Please take the lines from the one holding "position:absolute; display:grid; place-items:center;" through the one holding "flex:1; display:flex; flex-direction:column;" in the data below and copy them exactly.

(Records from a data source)
▬▬▬▬▬▬

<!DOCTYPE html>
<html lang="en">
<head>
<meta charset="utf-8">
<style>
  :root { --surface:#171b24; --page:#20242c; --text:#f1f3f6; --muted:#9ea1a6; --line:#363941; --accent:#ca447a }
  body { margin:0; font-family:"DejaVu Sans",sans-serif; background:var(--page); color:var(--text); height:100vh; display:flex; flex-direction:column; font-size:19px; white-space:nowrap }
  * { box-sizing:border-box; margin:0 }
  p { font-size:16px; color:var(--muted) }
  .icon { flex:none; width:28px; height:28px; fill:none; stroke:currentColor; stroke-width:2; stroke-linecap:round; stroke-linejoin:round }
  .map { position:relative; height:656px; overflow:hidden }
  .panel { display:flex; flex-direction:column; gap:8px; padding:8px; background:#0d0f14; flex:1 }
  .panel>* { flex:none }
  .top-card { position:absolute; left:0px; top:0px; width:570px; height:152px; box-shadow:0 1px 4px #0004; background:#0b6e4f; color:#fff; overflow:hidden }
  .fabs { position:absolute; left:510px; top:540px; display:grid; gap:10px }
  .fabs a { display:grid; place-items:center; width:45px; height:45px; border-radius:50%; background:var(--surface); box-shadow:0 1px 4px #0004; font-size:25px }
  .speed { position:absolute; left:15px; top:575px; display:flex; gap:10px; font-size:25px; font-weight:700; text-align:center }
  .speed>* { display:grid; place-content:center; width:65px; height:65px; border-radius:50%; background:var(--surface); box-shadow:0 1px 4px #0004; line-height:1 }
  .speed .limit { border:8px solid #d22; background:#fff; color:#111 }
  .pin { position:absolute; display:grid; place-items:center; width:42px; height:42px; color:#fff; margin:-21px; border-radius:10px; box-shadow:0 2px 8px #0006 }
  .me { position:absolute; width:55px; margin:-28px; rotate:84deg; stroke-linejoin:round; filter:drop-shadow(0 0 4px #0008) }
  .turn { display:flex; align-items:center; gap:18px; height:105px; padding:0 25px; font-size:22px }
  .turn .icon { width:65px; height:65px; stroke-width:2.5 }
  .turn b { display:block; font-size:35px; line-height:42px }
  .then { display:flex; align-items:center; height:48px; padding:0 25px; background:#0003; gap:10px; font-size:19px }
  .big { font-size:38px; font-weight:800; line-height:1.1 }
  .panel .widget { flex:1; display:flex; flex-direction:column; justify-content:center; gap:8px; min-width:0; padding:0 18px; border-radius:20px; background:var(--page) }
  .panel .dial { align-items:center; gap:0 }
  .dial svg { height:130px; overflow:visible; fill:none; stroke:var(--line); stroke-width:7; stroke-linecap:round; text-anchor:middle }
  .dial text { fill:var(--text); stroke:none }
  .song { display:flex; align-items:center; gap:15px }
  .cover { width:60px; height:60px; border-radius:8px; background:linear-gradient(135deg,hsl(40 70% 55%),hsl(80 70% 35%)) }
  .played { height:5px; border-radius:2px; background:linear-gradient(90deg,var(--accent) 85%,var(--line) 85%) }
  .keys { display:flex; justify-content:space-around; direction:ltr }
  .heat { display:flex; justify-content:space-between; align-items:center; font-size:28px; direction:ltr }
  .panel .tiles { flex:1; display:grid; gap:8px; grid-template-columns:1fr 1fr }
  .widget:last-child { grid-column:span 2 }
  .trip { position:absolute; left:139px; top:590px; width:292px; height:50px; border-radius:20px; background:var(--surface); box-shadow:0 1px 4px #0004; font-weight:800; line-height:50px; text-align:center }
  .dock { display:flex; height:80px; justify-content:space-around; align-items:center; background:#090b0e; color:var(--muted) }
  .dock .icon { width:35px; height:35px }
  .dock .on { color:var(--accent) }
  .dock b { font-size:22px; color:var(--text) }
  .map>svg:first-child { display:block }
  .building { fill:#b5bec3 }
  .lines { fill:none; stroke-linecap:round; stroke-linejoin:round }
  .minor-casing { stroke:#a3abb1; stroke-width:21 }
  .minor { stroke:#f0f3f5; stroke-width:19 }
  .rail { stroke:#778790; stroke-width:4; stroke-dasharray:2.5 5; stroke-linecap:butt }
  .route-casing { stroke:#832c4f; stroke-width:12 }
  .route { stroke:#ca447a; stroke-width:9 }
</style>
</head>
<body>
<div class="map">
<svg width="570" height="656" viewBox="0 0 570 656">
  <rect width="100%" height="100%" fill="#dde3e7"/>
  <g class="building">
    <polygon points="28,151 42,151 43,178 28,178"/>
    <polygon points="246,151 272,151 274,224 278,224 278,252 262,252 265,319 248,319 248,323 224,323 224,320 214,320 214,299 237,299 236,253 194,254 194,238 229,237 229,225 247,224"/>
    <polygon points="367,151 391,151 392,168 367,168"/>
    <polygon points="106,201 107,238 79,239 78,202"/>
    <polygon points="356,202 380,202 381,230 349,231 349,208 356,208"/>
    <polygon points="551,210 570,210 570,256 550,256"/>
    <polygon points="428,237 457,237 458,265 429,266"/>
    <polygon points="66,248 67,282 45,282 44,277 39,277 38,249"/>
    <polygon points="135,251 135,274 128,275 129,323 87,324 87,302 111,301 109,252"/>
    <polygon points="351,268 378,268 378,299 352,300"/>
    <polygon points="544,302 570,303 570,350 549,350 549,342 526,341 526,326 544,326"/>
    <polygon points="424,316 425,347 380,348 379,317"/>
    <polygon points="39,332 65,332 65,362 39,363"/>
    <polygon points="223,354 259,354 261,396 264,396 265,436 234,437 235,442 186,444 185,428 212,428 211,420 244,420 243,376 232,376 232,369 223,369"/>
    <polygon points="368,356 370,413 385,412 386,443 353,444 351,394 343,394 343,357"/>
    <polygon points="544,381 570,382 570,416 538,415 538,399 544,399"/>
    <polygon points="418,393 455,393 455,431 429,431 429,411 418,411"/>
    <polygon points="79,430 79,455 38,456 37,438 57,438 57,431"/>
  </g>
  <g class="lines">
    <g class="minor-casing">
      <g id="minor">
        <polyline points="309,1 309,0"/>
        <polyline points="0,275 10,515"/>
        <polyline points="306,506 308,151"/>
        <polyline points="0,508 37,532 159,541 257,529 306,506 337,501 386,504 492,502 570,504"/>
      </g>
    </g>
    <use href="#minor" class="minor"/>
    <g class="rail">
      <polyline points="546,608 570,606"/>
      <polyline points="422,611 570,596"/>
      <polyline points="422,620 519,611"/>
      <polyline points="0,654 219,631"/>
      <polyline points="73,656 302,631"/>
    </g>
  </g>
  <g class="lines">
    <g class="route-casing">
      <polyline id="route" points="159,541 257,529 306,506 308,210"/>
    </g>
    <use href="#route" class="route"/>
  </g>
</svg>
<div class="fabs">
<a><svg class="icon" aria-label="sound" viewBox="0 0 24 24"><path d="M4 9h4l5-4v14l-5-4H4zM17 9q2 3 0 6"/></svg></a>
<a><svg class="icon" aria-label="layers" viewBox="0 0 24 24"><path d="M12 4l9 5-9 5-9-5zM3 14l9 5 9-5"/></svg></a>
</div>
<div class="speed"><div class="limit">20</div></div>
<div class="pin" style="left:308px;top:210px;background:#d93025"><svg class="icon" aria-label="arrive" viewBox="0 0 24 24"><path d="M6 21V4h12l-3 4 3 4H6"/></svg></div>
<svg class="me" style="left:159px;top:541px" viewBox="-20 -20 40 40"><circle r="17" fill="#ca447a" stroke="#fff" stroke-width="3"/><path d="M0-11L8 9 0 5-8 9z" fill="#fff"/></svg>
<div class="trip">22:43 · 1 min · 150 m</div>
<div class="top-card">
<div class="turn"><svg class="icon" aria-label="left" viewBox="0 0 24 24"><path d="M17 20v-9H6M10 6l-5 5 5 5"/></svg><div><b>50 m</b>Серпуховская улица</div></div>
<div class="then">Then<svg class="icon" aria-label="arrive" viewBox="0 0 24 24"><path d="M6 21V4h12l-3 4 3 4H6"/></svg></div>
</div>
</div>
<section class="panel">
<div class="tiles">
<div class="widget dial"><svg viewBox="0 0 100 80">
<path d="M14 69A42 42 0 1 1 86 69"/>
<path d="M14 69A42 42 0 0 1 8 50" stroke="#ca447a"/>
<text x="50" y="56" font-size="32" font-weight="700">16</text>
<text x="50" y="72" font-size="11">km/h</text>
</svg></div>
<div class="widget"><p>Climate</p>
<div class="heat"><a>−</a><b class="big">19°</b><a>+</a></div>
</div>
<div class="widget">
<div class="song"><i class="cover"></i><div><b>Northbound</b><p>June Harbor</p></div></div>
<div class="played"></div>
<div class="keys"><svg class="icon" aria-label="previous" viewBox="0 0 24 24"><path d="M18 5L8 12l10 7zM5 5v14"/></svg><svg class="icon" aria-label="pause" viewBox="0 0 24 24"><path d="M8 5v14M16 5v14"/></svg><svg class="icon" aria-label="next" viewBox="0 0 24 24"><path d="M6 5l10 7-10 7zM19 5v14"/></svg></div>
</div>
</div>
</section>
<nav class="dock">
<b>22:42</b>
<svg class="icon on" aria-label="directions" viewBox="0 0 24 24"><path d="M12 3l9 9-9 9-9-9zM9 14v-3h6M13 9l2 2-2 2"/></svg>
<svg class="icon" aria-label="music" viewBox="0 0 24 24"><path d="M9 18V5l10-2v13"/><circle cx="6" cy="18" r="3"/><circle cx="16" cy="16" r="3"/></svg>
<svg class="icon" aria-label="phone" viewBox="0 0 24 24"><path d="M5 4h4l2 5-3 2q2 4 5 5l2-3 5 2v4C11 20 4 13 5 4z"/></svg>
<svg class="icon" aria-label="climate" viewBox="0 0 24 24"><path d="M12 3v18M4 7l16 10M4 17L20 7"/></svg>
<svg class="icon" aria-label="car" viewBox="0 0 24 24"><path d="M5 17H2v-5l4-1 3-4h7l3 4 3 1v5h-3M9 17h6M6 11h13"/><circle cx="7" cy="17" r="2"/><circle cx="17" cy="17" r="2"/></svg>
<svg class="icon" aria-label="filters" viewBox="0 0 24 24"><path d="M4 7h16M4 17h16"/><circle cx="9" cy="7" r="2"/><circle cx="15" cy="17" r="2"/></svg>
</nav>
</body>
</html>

▬▬▬▬▬▬

# OUTPUT
  .pin { position:absolute; display:grid; place-items:center; width:42px; height:42px; color:#fff; margin:-21px; border-radius:10px; box-shadow:0 2px 8px #0006 }
  .me { position:absolute; width:55px; margin:-28px; rotate:84deg; stroke-linejoin:round; filter:drop-shadow(0 0 4px #0008) }
  .turn { display:flex; align-items:center; gap:18px; height:105px; padding:0 25px; font-size:22px }
  .turn .icon { width:65px; height:65px; stroke-width:2.5 }
  .turn b { display:block; font-size:35px; line-height:42px }
  .then { display:flex; align-items:center; height:48px; padding:0 25px; background:#0003; gap:10px; font-size:19px }
  .big { font-size:38px; font-weight:800; line-height:1.1 }
  .panel .widget { flex:1; display:flex; flex-direction:column; justify-content:center; gap:8px; min-width:0; padding:0 18px; border-radius:20px; background:var(--page) }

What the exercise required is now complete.